Monday, May 16, 2011

Force, Mass, and Acceleration

So it's still a tad early to expose W to the mathematical explication of Newton's Laws of Motion, but that doesn't mean we can't start building an intuition for them.  Now, kids who engage in non-schooled, extraneous, and wasteful activities such as "play" probably build a pretty good intuition on their own.  Perhaps any lesson I design merely risks muddying the mental waters, but in any case, I was not going to pass up an opportunity to heave rocks out of a window.

I asked W whether a light or heavy rock would fall faster, and he thought the heavy rock.  This is a great answer and suggests an intuition that Force is directly proportional to Acceleration.  I suspect this intuition is largely built from physical play, where one learns something like "the harder you push, the faster you go."  When you hold up a heavy object, you feel it push down harder, and as a result you would think it should accelerate faster when released.
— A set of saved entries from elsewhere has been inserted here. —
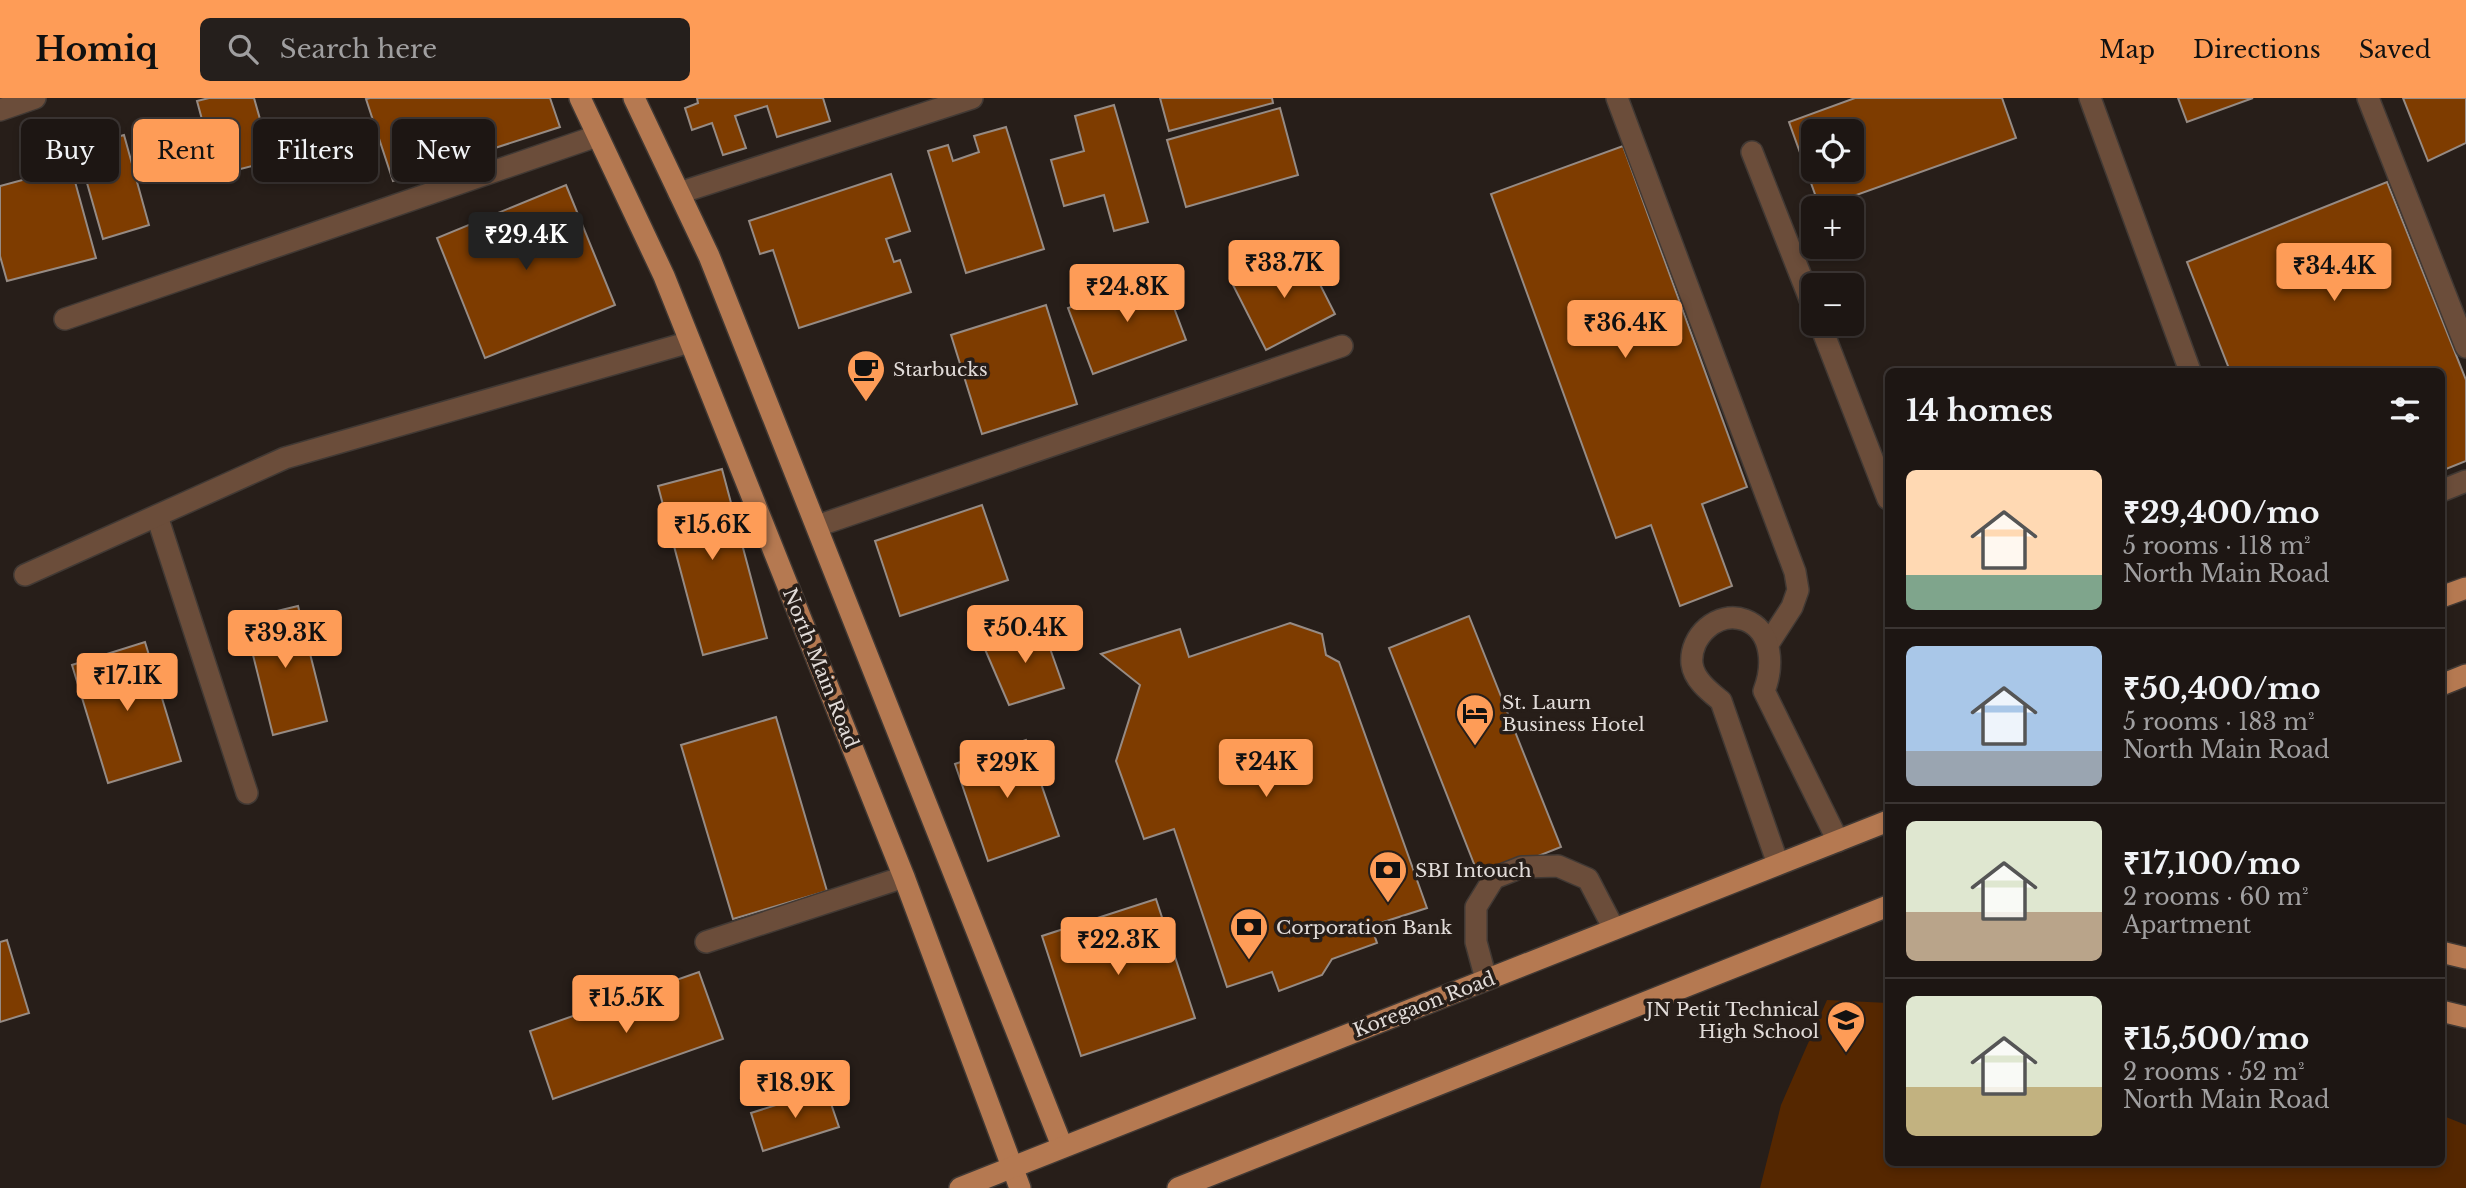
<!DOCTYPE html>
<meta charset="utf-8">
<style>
:root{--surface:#1d1613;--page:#251f1c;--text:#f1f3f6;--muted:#a09fa0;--line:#3b3533;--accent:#fe9c57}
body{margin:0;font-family:"Libre Baskerville",serif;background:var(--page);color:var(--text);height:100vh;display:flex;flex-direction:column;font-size:26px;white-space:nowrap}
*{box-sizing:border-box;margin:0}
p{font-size:23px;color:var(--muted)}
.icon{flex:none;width:38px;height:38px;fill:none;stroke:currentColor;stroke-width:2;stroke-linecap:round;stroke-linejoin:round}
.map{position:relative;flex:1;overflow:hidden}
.details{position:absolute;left:1885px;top:270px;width:560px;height:798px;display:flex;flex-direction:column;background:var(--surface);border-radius:10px;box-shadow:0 4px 10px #0003,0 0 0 2px var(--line)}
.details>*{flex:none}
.guide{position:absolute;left:21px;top:21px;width:665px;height:63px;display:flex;gap:14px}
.controls{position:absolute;left:1801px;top:21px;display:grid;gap:14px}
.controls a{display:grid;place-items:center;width:63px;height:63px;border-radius:10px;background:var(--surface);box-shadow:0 4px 10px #0003,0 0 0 2px var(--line);font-size:35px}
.price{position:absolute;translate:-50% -60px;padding:0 16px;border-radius:7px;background:var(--accent);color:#111;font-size:23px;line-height:46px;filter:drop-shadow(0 2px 4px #0008)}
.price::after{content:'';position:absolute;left:50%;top:42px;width:21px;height:16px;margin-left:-10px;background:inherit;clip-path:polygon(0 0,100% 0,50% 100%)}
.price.selected{background:#222;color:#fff}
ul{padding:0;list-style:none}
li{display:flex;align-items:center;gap:21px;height:175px;padding:0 21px}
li+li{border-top:2px solid var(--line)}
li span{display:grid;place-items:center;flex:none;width:196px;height:140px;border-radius:10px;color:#555}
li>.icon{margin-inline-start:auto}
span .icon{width:84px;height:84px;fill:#fffc;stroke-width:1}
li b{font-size:30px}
h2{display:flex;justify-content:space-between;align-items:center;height:84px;padding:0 21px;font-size:30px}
.chip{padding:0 24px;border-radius:10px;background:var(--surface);box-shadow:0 4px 10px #0003,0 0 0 2px var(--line);font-size:24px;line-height:63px}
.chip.selected{background:var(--accent);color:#111}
header{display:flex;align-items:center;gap:42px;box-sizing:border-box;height:98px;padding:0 35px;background:var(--accent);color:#111}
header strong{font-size:33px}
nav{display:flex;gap:38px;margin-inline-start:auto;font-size:24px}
.search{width:490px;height:63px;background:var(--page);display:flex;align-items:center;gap:18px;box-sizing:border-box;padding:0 24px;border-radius:10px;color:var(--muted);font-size:26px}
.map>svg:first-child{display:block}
.green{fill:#552700}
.building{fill:#7e3c00;stroke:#968b84;stroke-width:2;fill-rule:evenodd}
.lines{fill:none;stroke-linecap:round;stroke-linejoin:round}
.minor-casing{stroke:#413934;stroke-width:24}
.major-casing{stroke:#413934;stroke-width:24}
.minor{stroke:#6b4d3a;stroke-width:21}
.major{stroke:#b57951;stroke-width:21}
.labels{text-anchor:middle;stroke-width:7;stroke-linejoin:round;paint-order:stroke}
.poi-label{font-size:19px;fill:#e2dcd9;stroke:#271e19;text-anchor:start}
.street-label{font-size:19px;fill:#e2dcd9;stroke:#271e19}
</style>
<header>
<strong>Homiq</strong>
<div class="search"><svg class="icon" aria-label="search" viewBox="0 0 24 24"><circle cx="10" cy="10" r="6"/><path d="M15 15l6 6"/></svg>Search here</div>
<nav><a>Map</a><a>Directions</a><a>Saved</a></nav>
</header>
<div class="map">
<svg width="2466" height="1090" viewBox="0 0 2466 1090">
<rect width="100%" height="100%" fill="#271e19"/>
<path class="green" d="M1827,902L1888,905V1064H2441V1017L2466,1027V1090H1760L1781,1007Z"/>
<g class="building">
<path d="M209,0H254L272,63L217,77L197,3Z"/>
<path d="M370,0H550L560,29L393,83L366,1Z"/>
<path d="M697,0H823L830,23L777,39L767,8L735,18L746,50L723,57L712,25L692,32L685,10L698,5Z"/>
<path d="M1160,0H1272L1273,5L1169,33Z"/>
<path d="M1855,0H2002L2016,40L1820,110L1789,24ZM1813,33H1852V72H1813Z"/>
<path d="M2178,0H2253L2187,24Z"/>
<path d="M2403,0H2466V45L2428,63Z"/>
<path d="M1114,7L1148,124L1114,133L1104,97L1064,108L1051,62L1084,53L1075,18Z"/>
<path d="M1280,10L1298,77L1186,109L1167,42Z"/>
<path d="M1006,29L1044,151L966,175L928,53L948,47L953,63L979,54L974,38Z"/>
<path d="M124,37L149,127L103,141L77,50Z"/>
<path d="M1623,48L1747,389L1702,406L1732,488L1680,508L1651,427L1616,440L1491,96Z"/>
<path d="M71,69L96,160L7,183L0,158V88Z"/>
<path d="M891,76L910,133L886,141L894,164L900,162L911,194L799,230L773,152L760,156L749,123Z"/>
<path d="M2387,84L2466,282V363L2441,373V273H2230L2187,164Z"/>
<path d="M566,87L615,207L485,260L437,140Z"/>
<path d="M1302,151L1335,216L1266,252L1233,187Z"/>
<path d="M1161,175L1186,242L1093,276L1068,210Z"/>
<path d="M1046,207L1077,306L982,336L951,237Z"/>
<path d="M722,371L767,540L703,557L658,388Z"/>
<path d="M982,407L1008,482L900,518L875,443Z"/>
<path d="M298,508L327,623L273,637L244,521Z"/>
<path d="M1469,518L1561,749L1480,781L1389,550Z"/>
<path d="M1041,525L1064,590L1009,607L984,549Z"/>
<path d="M1290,525L1322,536L1326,557L1339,564L1427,810L1371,828L1377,845L1332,861L1322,877L1279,893L1272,874L1227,889L1174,731L1144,741L1116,663L1140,587L1101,556L1180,531L1189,559Z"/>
<path d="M145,544L181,663L108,685L72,567Z"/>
<path d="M776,619L827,793L733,821L681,647Z"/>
<path d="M1026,642L1059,738L988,763L955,666Z"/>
<path d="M1156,801L1195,920L1081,958L1042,838Z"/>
<path d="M7,842L29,915L0,924V844Z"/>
<path d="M699,874L723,941L553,1001L530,933Z"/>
<path d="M826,991L839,1029L763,1053L751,1015Z"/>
</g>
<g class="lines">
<defs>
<g id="minor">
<path d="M1617,0L1795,474L1798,492L1792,509L1768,546"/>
<path d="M2090,0L2190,273"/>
<path d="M2368,0L2466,249"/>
<path d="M0,12L35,0"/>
<path d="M1752,54L1813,209"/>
<path d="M679,95L972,0"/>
<path d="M65,221L597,38"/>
<path d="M1820,226L1888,401"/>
<path d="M2441,393L2466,383"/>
<path d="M157,418L247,695"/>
<path d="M817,428L1342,248"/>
<path d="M25,477L285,360L690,244"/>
<path d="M1778,766L1721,603C1710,594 1694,582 1692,566C1689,538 1718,512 1745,522C1774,533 1773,570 1764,593L1838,743"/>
<path d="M706,844L904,779"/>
<path d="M1486,881L1476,844V809L1494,780L1522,769L1558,768L1588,781L1614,831"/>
</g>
<g id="major">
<path d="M580,0L664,178L904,779L1020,1090"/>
<path d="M634,0L709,158L1062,1048"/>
<path d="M2441,499L2466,490"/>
<path d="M2441,587L2466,577"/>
<path d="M2441,854L2466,860"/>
<path d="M2441,913L2466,919"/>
<path d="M960,1090L1888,723"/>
<path d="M1178,1090L1888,808"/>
</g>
</defs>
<use href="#minor" class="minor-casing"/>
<use href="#major" class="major-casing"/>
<use href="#minor" class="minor"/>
<use href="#major" class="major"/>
</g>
<defs>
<symbol id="cafe-pin" viewBox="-11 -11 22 30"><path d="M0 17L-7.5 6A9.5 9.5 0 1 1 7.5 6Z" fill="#fe9c57" stroke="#271e19"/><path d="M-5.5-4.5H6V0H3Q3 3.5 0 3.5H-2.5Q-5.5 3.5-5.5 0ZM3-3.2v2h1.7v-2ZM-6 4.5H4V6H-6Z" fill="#111"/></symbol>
<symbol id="hotel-pin" viewBox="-11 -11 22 30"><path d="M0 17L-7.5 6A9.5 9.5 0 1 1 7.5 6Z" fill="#fe9c57" stroke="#271e19"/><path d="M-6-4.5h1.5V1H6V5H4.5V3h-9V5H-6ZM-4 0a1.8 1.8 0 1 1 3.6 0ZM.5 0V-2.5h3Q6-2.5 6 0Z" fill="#111"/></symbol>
<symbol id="bank-pin" viewBox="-11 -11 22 30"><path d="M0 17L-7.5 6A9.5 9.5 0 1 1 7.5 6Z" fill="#fe9c57" stroke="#271e19"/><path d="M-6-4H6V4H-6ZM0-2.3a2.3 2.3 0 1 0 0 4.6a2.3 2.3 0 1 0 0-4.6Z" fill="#111"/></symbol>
<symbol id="school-pin" viewBox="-11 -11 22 30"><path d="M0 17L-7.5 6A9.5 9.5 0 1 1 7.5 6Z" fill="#fe9c57" stroke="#271e19"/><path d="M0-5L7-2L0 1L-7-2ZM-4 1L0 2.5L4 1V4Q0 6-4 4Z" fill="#111"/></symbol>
</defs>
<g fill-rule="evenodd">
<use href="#cafe-pin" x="844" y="249" width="44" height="60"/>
<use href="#hotel-pin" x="1453" y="593" width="44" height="60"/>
<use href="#bank-pin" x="1366" y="750" width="44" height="60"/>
<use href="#bank-pin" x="1227" y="807" width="44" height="60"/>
<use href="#school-pin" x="1824" y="900" width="44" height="60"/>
</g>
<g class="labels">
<g class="poi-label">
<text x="893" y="278">Starbucks</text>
<text x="1502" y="611">St. Laurn<tspan x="1502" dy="22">Business Hotel</tspan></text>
<text x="1415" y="779">SBI Intouch</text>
<text x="1276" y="836">Corporation Bank</text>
<text x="1819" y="918" text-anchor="end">JN Petit Technical<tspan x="1819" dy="22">High School</tspan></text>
</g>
<g class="street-label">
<text transform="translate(821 570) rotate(68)" y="7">North Main Road</text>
<text transform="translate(1424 906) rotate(-21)" y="7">Koregaon Road</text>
</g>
</g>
</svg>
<div class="controls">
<a><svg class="icon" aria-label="locate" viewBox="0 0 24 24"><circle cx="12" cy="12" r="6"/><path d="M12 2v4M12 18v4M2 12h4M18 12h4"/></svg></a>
<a>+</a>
<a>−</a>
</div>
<b class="price selected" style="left:526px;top:174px">₹29.4K</b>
<b class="price" style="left:1284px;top:202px">₹33.7K</b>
<b class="price" style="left:2334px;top:205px">₹34.4K</b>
<b class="price" style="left:1127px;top:226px">₹24.8K</b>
<b class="price" style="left:1625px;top:262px">₹36.4K</b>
<b class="price" style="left:712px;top:464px">₹15.6K</b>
<b class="price" style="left:1025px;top:567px">₹50.4K</b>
<b class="price" style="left:285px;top:572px">₹39.3K</b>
<b class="price" style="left:127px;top:615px">₹17.1K</b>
<b class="price" style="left:1266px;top:701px">₹24K</b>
<b class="price" style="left:1007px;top:702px">₹29K</b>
<b class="price" style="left:1118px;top:879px">₹22.3K</b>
<b class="price" style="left:626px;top:937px">₹15.5K</b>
<b class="price" style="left:795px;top:1022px">₹18.9K</b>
<div class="guide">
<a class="chip">Buy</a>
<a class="chip selected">Rent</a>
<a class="chip">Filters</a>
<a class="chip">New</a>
</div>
<section class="details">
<h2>14 homes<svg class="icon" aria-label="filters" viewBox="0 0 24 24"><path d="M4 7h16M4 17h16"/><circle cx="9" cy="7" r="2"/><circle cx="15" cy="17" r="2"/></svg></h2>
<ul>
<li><span style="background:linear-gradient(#ffd9b3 75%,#7fa58c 0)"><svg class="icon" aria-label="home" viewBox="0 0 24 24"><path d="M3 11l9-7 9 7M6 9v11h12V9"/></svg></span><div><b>₹29,400/mo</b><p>5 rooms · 118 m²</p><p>North Main Road</p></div></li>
<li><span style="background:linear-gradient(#a9c7e8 75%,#9aa5b1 0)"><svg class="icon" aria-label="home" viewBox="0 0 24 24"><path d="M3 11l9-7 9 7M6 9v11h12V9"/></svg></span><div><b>₹50,400/mo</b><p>5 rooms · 183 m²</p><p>North Main Road</p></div></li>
<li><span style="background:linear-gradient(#dfe7d0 65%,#b9a48a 0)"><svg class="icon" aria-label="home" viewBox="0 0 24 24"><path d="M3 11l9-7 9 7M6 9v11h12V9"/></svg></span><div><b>₹17,100/mo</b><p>2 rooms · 60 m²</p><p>Apartment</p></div></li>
<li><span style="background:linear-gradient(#dfe7d0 65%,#c2b280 0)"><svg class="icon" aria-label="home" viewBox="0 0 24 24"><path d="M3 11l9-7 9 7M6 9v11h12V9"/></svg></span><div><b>₹15,500/mo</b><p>2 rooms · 52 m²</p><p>North Main Road</p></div></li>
</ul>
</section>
</div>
But of course, the intuition fails.  W learned that a big rock and little rock will hit the ground at the same time.  The same goes for sticks, plastic balls, and rubber boots.

So what happened?  I explained to W thusly: "gravity acts on all things the same".  Sometimes a bigger Force means a bigger Acceleration, but not always.  In Newton's famous equation F=mA, a bigger force can result if one holds Acceleration constant but increases Mass.

Of course, then I screwed it all up by dropping a rock next to a leaf: "but you also have to think about air sometimes".